The dG0 timestep method (backward Euler) for the initial value problem

$$\begin{array}{rcl} \dot u (t) &=& f(u(t)) \quad 0<t<T \\ u(0) &=& u^0 \end{array}$$ (1)

is, Find $U(t_n)$ successively for $n=1,\dots, N$ according to

$$U(t_n) = U(t_{n-1}) + k_n f(U(t_n))$$ (2)

The dual linearized problem is

$$\begin{array}{rcl} - \dot{\phi} (t) &=& A^T \phi(t) \quad 0<t<T \\ \phi(T) &=& \phi^0 \end{array}$$ (3)

where

$$A(t) = \int_0^1 f'(su(t) + (1-s)U(t))\: ds.$$ (4)

Note that the dual problem runs backward in time, starting at $t=T$. Replacing $u(t)$ by $U(t)$ gives the approximate formula for $A(t)$

$$A(t) \approx f'(U(t))$$ (5)

An adaptive scheme for solving the IVP could be formulated as, choose an appropriate step length $k_n$ such that

$$k_n = \frac{\textrm{TOL}}{S_c(t)\cdot R_n}$$ (6)

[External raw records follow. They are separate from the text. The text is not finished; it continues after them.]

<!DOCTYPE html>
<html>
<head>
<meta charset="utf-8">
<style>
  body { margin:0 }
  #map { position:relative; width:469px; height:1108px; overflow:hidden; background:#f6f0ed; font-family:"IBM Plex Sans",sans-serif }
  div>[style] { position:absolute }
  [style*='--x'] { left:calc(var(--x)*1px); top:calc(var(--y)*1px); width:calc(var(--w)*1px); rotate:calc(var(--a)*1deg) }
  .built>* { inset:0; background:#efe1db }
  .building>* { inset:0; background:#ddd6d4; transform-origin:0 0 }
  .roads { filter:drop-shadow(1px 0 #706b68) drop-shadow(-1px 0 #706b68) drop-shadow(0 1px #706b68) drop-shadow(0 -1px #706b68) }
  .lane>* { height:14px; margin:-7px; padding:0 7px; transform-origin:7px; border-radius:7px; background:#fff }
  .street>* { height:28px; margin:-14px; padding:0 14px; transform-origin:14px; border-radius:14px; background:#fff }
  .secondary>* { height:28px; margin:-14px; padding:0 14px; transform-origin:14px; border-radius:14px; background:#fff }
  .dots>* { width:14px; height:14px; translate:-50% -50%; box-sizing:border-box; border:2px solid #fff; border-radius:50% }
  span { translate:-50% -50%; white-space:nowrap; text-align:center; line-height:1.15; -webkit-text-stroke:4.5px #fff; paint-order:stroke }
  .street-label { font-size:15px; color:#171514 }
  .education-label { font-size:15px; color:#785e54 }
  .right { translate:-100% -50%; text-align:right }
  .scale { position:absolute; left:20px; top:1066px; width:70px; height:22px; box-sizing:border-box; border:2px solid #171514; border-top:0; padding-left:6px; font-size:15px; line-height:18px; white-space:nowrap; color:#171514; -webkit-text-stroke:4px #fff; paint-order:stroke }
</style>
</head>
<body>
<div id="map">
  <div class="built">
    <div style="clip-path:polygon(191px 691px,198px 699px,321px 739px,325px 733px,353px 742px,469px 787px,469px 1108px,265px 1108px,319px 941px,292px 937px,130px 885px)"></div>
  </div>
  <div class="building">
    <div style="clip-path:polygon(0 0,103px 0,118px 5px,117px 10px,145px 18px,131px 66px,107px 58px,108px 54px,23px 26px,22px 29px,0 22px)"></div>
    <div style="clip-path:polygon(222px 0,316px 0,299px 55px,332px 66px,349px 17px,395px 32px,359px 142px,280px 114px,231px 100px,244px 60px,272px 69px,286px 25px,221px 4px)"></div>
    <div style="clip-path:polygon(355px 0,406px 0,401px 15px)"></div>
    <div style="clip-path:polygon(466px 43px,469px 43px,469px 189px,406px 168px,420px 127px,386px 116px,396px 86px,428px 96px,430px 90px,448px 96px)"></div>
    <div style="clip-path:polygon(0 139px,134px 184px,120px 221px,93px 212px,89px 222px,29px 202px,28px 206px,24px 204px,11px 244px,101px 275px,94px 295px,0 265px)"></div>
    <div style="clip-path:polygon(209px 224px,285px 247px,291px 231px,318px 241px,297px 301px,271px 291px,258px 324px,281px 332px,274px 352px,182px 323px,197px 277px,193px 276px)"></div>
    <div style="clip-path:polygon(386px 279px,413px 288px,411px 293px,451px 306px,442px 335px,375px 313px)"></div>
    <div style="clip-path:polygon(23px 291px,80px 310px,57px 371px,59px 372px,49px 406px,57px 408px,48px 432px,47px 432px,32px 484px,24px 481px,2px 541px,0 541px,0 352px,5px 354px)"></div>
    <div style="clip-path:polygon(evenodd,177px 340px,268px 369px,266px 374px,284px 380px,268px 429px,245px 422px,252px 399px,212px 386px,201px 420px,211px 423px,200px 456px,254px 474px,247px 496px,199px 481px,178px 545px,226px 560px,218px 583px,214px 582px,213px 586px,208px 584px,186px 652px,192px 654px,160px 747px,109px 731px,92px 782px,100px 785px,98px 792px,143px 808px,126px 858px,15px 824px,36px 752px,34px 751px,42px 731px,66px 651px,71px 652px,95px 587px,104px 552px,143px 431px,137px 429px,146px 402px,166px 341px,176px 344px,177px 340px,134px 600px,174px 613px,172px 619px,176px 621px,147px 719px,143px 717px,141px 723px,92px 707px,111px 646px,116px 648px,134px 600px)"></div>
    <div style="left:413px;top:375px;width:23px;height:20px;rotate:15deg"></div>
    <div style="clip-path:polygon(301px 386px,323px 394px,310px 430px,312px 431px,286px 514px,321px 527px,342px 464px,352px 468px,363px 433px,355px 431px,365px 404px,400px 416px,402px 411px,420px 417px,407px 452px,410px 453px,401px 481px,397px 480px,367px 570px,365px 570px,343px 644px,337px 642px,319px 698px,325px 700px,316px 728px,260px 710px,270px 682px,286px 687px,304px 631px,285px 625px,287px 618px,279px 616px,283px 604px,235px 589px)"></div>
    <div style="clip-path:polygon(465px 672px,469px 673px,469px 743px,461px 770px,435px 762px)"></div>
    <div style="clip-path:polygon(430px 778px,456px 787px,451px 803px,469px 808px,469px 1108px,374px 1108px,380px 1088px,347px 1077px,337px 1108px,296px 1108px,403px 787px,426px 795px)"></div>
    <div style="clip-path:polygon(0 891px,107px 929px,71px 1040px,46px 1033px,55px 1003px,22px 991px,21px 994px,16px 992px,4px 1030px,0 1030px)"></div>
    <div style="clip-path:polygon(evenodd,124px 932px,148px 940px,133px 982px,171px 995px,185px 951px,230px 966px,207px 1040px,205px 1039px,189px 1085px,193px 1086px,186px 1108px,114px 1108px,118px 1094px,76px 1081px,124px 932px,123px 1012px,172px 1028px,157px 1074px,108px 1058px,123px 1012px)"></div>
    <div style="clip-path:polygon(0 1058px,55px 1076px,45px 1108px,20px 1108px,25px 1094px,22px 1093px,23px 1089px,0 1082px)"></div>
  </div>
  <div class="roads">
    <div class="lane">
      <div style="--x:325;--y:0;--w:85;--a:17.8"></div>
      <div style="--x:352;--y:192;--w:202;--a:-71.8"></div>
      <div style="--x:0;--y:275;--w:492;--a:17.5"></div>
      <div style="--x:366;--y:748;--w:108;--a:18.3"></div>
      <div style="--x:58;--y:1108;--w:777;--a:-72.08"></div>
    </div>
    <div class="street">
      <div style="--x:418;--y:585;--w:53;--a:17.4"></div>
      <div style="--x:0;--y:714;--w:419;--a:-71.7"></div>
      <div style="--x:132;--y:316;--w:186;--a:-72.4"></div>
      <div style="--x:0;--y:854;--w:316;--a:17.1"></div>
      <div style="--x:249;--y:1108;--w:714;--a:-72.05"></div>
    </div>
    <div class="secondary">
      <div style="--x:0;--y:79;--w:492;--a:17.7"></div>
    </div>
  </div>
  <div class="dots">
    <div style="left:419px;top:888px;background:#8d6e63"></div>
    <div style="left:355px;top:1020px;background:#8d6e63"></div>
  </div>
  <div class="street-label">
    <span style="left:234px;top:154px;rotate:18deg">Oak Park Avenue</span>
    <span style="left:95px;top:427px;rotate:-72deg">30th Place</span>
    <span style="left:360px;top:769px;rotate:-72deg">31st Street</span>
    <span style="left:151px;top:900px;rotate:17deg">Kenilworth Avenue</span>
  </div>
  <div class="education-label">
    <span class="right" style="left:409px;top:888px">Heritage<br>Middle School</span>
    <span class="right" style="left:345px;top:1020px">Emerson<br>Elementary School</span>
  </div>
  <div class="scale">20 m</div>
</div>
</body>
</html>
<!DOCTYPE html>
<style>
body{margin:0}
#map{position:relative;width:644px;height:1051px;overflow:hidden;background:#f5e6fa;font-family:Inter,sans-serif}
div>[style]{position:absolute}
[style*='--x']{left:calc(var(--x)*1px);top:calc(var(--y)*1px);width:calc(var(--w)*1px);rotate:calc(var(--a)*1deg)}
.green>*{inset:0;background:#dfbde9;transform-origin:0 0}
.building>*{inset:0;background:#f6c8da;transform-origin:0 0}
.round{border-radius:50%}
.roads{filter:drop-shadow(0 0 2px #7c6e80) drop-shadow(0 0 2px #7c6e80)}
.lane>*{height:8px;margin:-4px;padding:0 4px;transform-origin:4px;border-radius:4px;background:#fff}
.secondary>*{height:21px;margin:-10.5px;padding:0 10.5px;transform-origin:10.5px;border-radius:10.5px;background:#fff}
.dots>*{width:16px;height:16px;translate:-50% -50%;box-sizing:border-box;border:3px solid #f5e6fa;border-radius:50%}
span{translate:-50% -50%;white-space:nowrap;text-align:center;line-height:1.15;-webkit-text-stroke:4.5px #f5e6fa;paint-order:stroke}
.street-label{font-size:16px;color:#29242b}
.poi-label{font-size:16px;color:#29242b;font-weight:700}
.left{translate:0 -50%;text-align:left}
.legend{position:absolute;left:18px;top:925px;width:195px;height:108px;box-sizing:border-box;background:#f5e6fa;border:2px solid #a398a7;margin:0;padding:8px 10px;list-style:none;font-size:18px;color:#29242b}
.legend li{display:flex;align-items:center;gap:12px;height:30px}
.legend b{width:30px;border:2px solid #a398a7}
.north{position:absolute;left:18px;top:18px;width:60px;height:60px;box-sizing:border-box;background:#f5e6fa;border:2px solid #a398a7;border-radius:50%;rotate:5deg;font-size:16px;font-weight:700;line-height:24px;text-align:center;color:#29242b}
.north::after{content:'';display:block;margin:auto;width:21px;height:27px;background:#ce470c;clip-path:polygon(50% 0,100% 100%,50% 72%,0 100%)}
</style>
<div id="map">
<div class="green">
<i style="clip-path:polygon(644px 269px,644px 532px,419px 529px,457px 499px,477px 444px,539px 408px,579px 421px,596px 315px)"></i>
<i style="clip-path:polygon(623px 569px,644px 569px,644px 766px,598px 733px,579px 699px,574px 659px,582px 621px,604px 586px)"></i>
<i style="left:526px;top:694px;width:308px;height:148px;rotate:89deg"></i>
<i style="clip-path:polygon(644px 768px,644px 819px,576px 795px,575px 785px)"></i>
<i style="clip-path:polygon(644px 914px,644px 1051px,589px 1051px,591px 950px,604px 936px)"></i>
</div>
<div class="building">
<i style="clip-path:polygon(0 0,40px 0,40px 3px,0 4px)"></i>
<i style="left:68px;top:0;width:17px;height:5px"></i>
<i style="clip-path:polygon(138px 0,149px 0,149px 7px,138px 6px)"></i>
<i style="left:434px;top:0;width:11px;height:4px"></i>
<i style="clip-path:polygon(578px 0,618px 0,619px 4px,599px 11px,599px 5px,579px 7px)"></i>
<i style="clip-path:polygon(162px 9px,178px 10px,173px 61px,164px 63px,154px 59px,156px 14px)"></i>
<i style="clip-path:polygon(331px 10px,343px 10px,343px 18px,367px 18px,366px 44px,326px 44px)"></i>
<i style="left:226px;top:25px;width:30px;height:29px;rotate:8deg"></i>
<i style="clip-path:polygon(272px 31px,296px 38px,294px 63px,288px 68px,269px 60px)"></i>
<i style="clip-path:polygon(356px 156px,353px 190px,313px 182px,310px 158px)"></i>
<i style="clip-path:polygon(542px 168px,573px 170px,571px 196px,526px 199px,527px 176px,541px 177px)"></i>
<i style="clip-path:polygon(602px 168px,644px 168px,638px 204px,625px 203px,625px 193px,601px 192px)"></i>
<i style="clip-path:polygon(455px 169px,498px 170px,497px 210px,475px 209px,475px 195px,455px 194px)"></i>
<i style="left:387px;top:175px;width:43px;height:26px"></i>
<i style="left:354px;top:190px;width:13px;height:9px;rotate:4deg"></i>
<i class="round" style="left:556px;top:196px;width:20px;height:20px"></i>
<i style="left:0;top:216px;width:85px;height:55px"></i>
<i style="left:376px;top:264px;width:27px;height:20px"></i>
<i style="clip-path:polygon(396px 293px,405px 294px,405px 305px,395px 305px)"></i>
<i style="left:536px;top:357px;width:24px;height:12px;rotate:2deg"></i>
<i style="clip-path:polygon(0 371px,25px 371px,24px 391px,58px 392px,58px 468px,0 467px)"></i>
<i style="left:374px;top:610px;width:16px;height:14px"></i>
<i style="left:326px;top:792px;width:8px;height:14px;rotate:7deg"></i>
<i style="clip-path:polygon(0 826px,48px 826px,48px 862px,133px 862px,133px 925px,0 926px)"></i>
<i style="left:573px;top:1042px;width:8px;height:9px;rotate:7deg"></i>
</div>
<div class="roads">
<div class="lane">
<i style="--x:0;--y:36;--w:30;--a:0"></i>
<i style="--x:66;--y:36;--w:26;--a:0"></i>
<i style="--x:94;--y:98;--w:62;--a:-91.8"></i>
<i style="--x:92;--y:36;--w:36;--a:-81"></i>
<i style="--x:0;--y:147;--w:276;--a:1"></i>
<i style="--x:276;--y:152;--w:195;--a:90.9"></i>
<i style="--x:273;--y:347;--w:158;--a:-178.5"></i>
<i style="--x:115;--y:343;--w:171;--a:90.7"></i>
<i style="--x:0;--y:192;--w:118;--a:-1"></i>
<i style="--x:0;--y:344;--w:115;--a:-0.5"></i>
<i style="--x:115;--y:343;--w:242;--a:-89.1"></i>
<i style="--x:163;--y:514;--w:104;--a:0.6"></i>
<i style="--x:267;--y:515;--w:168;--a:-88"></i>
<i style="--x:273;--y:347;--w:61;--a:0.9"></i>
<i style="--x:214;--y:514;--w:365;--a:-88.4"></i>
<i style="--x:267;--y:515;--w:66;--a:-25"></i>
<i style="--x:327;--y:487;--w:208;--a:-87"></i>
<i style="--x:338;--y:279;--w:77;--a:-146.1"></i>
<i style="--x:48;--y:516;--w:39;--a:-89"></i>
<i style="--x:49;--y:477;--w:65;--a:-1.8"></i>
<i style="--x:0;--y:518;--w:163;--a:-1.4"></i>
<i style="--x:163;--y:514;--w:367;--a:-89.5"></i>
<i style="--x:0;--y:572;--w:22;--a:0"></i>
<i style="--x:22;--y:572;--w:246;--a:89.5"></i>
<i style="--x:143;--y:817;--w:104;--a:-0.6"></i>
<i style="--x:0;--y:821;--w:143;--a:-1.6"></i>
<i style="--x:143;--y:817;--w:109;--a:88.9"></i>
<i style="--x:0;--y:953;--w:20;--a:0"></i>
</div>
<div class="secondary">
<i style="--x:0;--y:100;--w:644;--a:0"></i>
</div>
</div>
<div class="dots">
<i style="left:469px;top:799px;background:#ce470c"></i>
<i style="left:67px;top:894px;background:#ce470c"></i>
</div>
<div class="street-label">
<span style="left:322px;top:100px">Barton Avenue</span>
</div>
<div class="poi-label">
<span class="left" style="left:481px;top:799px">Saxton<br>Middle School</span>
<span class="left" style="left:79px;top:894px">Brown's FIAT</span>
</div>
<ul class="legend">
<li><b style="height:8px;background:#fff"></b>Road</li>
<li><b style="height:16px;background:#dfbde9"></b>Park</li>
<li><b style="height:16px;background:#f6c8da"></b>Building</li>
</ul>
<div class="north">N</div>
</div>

where $\textrm{TOL}$ is your error tolerance, $S_c(t)$ the stability factor defined by

$$S_c(t) = \frac{\int_0^T \Vert \dot \phi(s)\Vert \: ds} {\Vert\phi_0\Vert},$$ (7)

where $\phi$ solves (3). $R_n$ is the residual. A more useful approximation is to use $R_{n-1}$ instead of $R_n$.